So this year I forced myself to read Lord of the Rings. I had seen the movies and, never feeling particularly interested in them, couldn’t remember a single detail except that when Gollum was Smeagol he seemed kind of cute, and my family would get annoyed when I’d refer to Legolas as a fairy. I read the Hobbit first, and then proceeded to read all three books from the Lord of the Rings. It took me six months. Will read them in about one I think. It’s not that I’m an idiot or an incredibly slow reader…I was just reading four books in which I was not interested.
So why did I read them? For the cultural importance of it, I guess. I also read all of the Harry Potter books last year. Now I fit in with all my smart friends as well as every member of my family who tried and tried to get me to appreciate these two stories. I have since been making Lord of the Rings analogies and jokes (albeit, often mixing up Dumbledore and Gandalf…oops) and nobody seems annoyed or rolls their eyes. They laugh. They think it’s funny. Mission accomplished.
Anyway, thanks to the beauty of the Kindle, I “highlighted” a few passages that really stood out to me and make me think of my own experience joining, being a part of, and eventually leaving the Peace Corps in eight months. Let me share.
In The Fellowship of the Ring, Sam explains to Frodo why he’s planning to go on this journey with him.
“I know we are going to take a very long road, into darkness; but I know I can’t turn back. It isn’t to see Elves now, nor dragons, not mountains, that I want–I don’t rightly know what I want: but I have something to do before the end, and it lies ahead, not in the Shire. I must see it through, sir, if you understand me.”
While our Peace Corps journey has not involved battles with orcs or evil wizard-folk, before leaving it did seem a bit daunting. It was scary leaving our life as we knew it and we got plenty of questions about why in the heck we were choosing this for ourselves. We found ourselves giving different answers at times. Maybe I should have just said:
“It isn’t to see beaches now, nor Komodo dragons, not volcanoes that I want–I don’t rightly know what I want: but I have something to do before the end, and it lies ahead, not in DC. I must see it through, if you understand me.”
I also really identified with the Hobbit Pippin in The Return of the King as he arrives in Minas Tirith, a city of men. As he walks around the Citadel he gets some strange looks from the residents who have never seen a Hobbit before. Allow me to insert my own words in parenthesis below to share the similarities.

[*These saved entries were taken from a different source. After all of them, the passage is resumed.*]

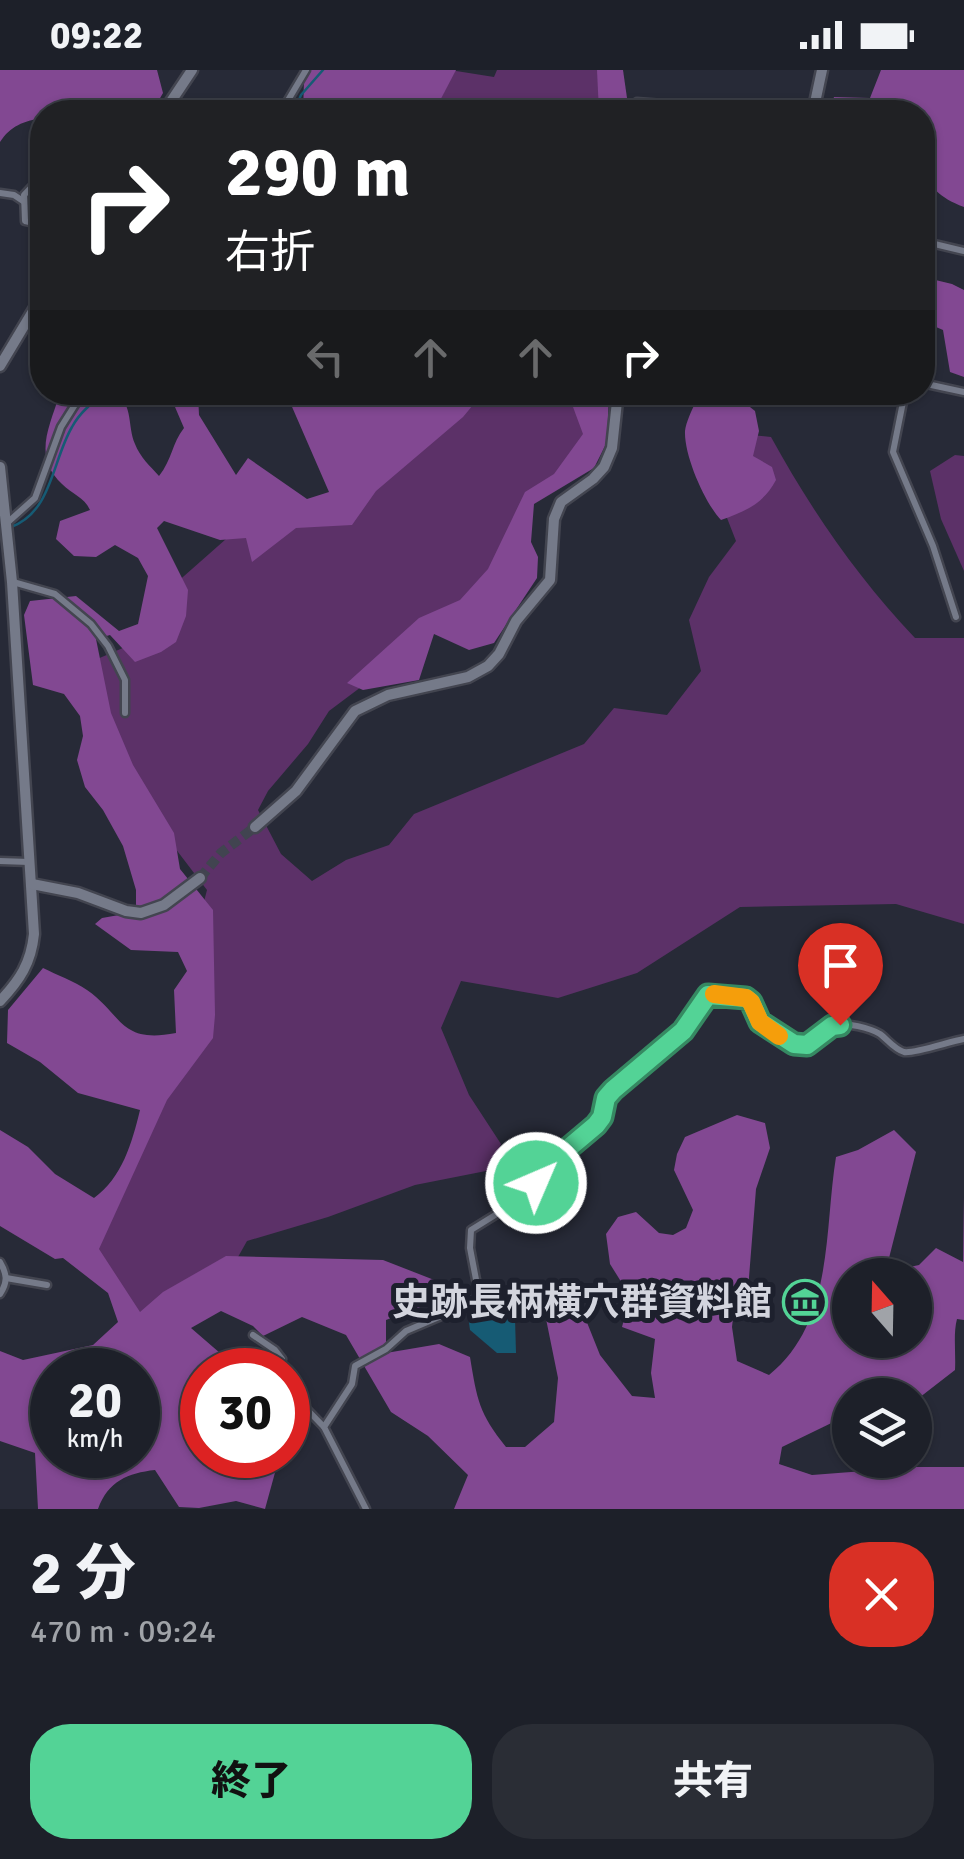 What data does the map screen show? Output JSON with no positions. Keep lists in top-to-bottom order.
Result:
{
  "places": {
    "museum": ["史跡長柄横穴群資料館"]
  },
  "north": "top",
  "page": {
    "status": "09:22",
    "turn": ["290 m", "右折"],
    "speed": "20 km/h",
    "limit": "30",
    "heading": ["2 分", "470 m · 09:24"],
    "buttons": ["終了", "共有"]
  }
}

People stared much as he passed. To his face men were gravely courteous, saluting him after the manner of Gondor (Java) with bowed head and hands upon the breast; but behind him he heard many calls, as those out of doors cried to others within to come and see the Prince of the Halflings (Western Person), the companion to Mithrandir (English Teacher at local school). Many used some other tongue (Javanese) than the Common Speech (bahasa Indonesia), but it was not long before he learned at least what was meant by Ernil i Pheriannath (bule) and knew that his title had gone down before him into the City.
I feel you, Pippin.
But it wasn’t long before the Hobbits were respected by men as well as other peoples. Just as we are now not such a surprising site to those who live around us.
I can imagine that when our time in the Peace Corps draws near, we will feel similar to Dwarf Gimli son of Gloin, when we finally say goodbye to our fellow Peace Corps Volunteer friends.
“Well, farewell, my hobbits! You should come safe to your own homes now, and I shall not be kept awake for fear of your peril. We will send word when we may, and some of us may yet meet at times; but I fear that we shall not all be gathered together ever again.”
Then of course we’ll get back home and surprise, surprise, things won’t be just as we left them and people will look at us strange from time to time, not really getting what this big journey was all about.
Well, there you go. I finally finished Lord of the Rings and now I’m free to read other books again while enjoying references to the story in popular culture. Now, if you’ll excuse me, I’m off to get my second breakfast.